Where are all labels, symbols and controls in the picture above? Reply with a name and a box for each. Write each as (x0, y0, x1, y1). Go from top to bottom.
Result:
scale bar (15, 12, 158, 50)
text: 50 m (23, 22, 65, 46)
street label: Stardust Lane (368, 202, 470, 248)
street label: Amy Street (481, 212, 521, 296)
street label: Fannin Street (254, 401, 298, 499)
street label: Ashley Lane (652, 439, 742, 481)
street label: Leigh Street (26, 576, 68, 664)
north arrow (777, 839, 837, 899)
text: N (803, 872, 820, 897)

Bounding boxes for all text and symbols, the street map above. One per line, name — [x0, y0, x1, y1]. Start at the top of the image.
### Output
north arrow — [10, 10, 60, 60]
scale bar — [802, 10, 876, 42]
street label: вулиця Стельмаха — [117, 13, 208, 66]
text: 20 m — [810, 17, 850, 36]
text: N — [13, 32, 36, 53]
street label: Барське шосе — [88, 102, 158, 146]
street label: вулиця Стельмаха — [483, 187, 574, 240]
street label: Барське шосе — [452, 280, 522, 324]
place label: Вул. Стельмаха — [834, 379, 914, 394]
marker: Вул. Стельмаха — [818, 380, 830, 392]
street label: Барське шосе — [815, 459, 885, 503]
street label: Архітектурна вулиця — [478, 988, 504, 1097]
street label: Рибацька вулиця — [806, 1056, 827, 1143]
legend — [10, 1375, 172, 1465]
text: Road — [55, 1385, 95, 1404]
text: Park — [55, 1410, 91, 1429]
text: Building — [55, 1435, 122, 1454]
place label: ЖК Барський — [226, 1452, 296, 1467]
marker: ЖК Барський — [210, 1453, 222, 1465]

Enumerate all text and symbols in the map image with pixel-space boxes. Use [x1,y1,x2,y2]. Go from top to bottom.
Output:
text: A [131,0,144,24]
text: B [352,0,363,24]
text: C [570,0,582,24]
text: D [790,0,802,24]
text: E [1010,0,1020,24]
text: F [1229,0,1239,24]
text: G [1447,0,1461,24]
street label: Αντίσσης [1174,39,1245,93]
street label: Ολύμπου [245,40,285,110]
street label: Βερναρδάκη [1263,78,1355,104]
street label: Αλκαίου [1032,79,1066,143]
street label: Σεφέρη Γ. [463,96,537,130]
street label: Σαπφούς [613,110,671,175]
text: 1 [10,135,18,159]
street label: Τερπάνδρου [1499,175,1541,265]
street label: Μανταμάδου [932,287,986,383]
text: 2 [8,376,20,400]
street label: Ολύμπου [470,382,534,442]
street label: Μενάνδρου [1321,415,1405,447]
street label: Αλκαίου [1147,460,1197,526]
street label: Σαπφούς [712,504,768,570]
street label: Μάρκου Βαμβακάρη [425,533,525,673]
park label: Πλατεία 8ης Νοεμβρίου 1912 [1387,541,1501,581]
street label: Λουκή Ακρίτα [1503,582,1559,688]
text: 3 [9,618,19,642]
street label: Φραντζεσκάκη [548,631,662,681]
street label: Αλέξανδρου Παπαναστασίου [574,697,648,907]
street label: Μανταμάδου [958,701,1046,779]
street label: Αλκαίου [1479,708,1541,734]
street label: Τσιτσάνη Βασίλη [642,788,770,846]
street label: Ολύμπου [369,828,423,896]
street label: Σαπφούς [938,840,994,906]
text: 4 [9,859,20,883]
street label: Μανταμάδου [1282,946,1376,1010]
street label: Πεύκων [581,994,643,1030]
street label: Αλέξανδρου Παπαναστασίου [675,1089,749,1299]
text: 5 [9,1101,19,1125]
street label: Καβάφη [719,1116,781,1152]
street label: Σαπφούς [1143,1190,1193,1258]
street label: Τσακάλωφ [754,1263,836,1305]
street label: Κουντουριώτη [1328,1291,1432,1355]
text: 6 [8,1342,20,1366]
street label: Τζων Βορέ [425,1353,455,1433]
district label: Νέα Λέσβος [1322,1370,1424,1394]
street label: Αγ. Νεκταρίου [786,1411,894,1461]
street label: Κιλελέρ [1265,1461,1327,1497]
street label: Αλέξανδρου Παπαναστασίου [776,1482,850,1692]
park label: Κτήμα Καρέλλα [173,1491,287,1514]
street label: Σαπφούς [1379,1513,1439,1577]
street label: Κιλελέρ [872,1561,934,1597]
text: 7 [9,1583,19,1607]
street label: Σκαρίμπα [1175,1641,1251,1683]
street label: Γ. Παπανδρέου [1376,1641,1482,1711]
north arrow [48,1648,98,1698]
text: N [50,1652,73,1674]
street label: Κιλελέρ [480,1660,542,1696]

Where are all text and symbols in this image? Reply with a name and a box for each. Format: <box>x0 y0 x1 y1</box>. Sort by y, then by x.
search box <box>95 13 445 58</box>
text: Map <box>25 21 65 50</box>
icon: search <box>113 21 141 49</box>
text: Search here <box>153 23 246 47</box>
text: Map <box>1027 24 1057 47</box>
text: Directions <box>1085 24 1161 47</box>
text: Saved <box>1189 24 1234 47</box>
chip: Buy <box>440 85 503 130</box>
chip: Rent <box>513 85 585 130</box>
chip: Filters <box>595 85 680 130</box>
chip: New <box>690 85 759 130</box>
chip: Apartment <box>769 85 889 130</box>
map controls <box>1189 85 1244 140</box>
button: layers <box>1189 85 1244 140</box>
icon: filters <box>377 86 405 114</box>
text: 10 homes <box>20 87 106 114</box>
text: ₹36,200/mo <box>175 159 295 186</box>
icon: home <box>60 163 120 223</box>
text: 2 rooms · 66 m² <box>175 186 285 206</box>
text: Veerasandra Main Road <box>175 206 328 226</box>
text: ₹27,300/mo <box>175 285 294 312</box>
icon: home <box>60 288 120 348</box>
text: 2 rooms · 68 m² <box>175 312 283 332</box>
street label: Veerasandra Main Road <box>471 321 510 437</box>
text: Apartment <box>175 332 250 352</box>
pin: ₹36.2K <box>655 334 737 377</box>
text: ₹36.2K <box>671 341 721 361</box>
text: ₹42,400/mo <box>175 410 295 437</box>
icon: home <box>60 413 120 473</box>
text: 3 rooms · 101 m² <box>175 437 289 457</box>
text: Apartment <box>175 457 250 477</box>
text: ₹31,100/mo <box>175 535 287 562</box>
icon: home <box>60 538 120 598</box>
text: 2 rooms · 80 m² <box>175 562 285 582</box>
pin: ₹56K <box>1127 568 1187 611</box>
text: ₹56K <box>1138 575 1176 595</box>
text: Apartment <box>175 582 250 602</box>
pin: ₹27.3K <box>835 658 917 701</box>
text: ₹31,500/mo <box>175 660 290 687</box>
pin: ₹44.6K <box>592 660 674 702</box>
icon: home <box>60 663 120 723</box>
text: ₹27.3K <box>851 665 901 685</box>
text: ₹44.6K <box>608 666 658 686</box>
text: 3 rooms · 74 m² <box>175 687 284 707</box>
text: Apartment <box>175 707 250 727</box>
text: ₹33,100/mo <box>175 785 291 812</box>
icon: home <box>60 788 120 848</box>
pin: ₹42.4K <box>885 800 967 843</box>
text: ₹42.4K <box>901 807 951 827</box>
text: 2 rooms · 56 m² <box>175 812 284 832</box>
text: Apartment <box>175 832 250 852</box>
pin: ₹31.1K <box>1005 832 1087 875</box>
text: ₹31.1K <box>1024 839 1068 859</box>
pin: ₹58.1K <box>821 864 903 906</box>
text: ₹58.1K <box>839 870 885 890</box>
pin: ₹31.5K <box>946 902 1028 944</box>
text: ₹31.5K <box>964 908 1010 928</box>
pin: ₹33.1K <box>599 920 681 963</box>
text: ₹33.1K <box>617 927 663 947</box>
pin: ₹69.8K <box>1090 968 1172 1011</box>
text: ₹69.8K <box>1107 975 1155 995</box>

● ● ● ●

The job here is to write out all the entries again exactly.

(Exercise result)
Where are all labels, symbols and controls in the picture above? Reply with a name and a box for each. Write each as (x0, y0, x1, y1). Go from top to bottom.
Result:
scale bar (15, 12, 158, 50)
text: 50 m (23, 22, 65, 46)
street label: Stardust Lane (368, 202, 470, 248)
street label: Amy Street (481, 212, 521, 296)
street label: Fannin Street (254, 401, 298, 499)
street label: Ashley Lane (652, 439, 742, 481)
street label: Leigh Street (26, 576, 68, 664)
north arrow (777, 839, 837, 899)
text: N (803, 872, 820, 897)

Bounding boxes for all text and symbols, the street map above. One per line, name — [x0, y0, x1, y1]. Start at the top of the image.
### Output
north arrow — [10, 10, 60, 60]
scale bar — [802, 10, 876, 42]
street label: вулиця Стельмаха — [117, 13, 208, 66]
text: 20 m — [810, 17, 850, 36]
text: N — [13, 32, 36, 53]
street label: Барське шосе — [88, 102, 158, 146]
street label: вулиця Стельмаха — [483, 187, 574, 240]
street label: Барське шосе — [452, 280, 522, 324]
place label: Вул. Стельмаха — [834, 379, 914, 394]
marker: Вул. Стельмаха — [818, 380, 830, 392]
street label: Барське шосе — [815, 459, 885, 503]
street label: Архітектурна вулиця — [478, 988, 504, 1097]
street label: Рибацька вулиця — [806, 1056, 827, 1143]
legend — [10, 1375, 172, 1465]
text: Road — [55, 1385, 95, 1404]
text: Park — [55, 1410, 91, 1429]
text: Building — [55, 1435, 122, 1454]
place label: ЖК Барський — [226, 1452, 296, 1467]
marker: ЖК Барський — [210, 1453, 222, 1465]

Enumerate all text and symbols in the map image with pixel-space boxes. Use [x1,y1,x2,y2]. Go from top to bottom.
Output:
text: A [131,0,144,24]
text: B [352,0,363,24]
text: C [570,0,582,24]
text: D [790,0,802,24]
text: E [1010,0,1020,24]
text: F [1229,0,1239,24]
text: G [1447,0,1461,24]
street label: Αντίσσης [1174,39,1245,93]
street label: Ολύμπου [245,40,285,110]
street label: Βερναρδάκη [1263,78,1355,104]
street label: Αλκαίου [1032,79,1066,143]
street label: Σεφέρη Γ. [463,96,537,130]
street label: Σαπφούς [613,110,671,175]
text: 1 [10,135,18,159]
street label: Τερπάνδρου [1499,175,1541,265]
street label: Μανταμάδου [932,287,986,383]
text: 2 [8,376,20,400]
street label: Ολύμπου [470,382,534,442]
street label: Μενάνδρου [1321,415,1405,447]
street label: Αλκαίου [1147,460,1197,526]
street label: Σαπφούς [712,504,768,570]
street label: Μάρκου Βαμβακάρη [425,533,525,673]
park label: Πλατεία 8ης Νοεμβρίου 1912 [1387,541,1501,581]
street label: Λουκή Ακρίτα [1503,582,1559,688]
text: 3 [9,618,19,642]
street label: Φραντζεσκάκη [548,631,662,681]
street label: Αλέξανδρου Παπαναστασίου [574,697,648,907]
street label: Μανταμάδου [958,701,1046,779]
street label: Αλκαίου [1479,708,1541,734]
street label: Τσιτσάνη Βασίλη [642,788,770,846]
street label: Ολύμπου [369,828,423,896]
street label: Σαπφούς [938,840,994,906]
text: 4 [9,859,20,883]
street label: Μανταμάδου [1282,946,1376,1010]
street label: Πεύκων [581,994,643,1030]
street label: Αλέξανδρου Παπαναστασίου [675,1089,749,1299]
text: 5 [9,1101,19,1125]
street label: Καβάφη [719,1116,781,1152]
street label: Σαπφούς [1143,1190,1193,1258]
street label: Τσακάλωφ [754,1263,836,1305]
street label: Κουντουριώτη [1328,1291,1432,1355]
text: 6 [8,1342,20,1366]
street label: Τζων Βορέ [425,1353,455,1433]
district label: Νέα Λέσβος [1322,1370,1424,1394]
street label: Αγ. Νεκταρίου [786,1411,894,1461]
street label: Κιλελέρ [1265,1461,1327,1497]
street label: Αλέξανδρου Παπαναστασίου [776,1482,850,1692]
park label: Κτήμα Καρέλλα [173,1491,287,1514]
street label: Σαπφούς [1379,1513,1439,1577]
street label: Κιλελέρ [872,1561,934,1597]
text: 7 [9,1583,19,1607]
street label: Σκαρίμπα [1175,1641,1251,1683]
street label: Γ. Παπανδρέου [1376,1641,1482,1711]
north arrow [48,1648,98,1698]
text: N [50,1652,73,1674]
street label: Κιλελέρ [480,1660,542,1696]

Where are all text and symbols in this image? Reply with a name and a box for each. Format: <box>x0 y0 x1 y1</box>. Sort by y, then by x.
search box <box>95 13 445 58</box>
text: Map <box>25 21 65 50</box>
icon: search <box>113 21 141 49</box>
text: Search here <box>153 23 246 47</box>
text: Map <box>1027 24 1057 47</box>
text: Directions <box>1085 24 1161 47</box>
text: Saved <box>1189 24 1234 47</box>
chip: Buy <box>440 85 503 130</box>
chip: Rent <box>513 85 585 130</box>
chip: Filters <box>595 85 680 130</box>
chip: New <box>690 85 759 130</box>
chip: Apartment <box>769 85 889 130</box>
map controls <box>1189 85 1244 140</box>
button: layers <box>1189 85 1244 140</box>
icon: filters <box>377 86 405 114</box>
text: 10 homes <box>20 87 106 114</box>
text: ₹36,200/mo <box>175 159 295 186</box>
icon: home <box>60 163 120 223</box>
text: 2 rooms · 66 m² <box>175 186 285 206</box>
text: Veerasandra Main Road <box>175 206 328 226</box>
text: ₹27,300/mo <box>175 285 294 312</box>
icon: home <box>60 288 120 348</box>
text: 2 rooms · 68 m² <box>175 312 283 332</box>
street label: Veerasandra Main Road <box>471 321 510 437</box>
text: Apartment <box>175 332 250 352</box>
pin: ₹36.2K <box>655 334 737 377</box>
text: ₹36.2K <box>671 341 721 361</box>
text: ₹42,400/mo <box>175 410 295 437</box>
icon: home <box>60 413 120 473</box>
text: 3 rooms · 101 m² <box>175 437 289 457</box>
text: Apartment <box>175 457 250 477</box>
text: ₹31,100/mo <box>175 535 287 562</box>
icon: home <box>60 538 120 598</box>
text: 2 rooms · 80 m² <box>175 562 285 582</box>
pin: ₹56K <box>1127 568 1187 611</box>
text: ₹56K <box>1138 575 1176 595</box>
text: Apartment <box>175 582 250 602</box>
pin: ₹27.3K <box>835 658 917 701</box>
text: ₹31,500/mo <box>175 660 290 687</box>
pin: ₹44.6K <box>592 660 674 702</box>
icon: home <box>60 663 120 723</box>
text: ₹27.3K <box>851 665 901 685</box>
text: ₹44.6K <box>608 666 658 686</box>
text: 3 rooms · 74 m² <box>175 687 284 707</box>
text: Apartment <box>175 707 250 727</box>
text: ₹33,100/mo <box>175 785 291 812</box>
icon: home <box>60 788 120 848</box>
pin: ₹42.4K <box>885 800 967 843</box>
text: ₹42.4K <box>901 807 951 827</box>
text: 2 rooms · 56 m² <box>175 812 284 832</box>
text: Apartment <box>175 832 250 852</box>
pin: ₹31.1K <box>1005 832 1087 875</box>
text: ₹31.1K <box>1024 839 1068 859</box>
pin: ₹58.1K <box>821 864 903 906</box>
text: ₹58.1K <box>839 870 885 890</box>
pin: ₹31.5K <box>946 902 1028 944</box>
text: ₹31.5K <box>964 908 1010 928</box>
pin: ₹33.1K <box>599 920 681 963</box>
text: ₹33.1K <box>617 927 663 947</box>
pin: ₹69.8K <box>1090 968 1172 1011</box>
text: ₹69.8K <box>1107 975 1155 995</box>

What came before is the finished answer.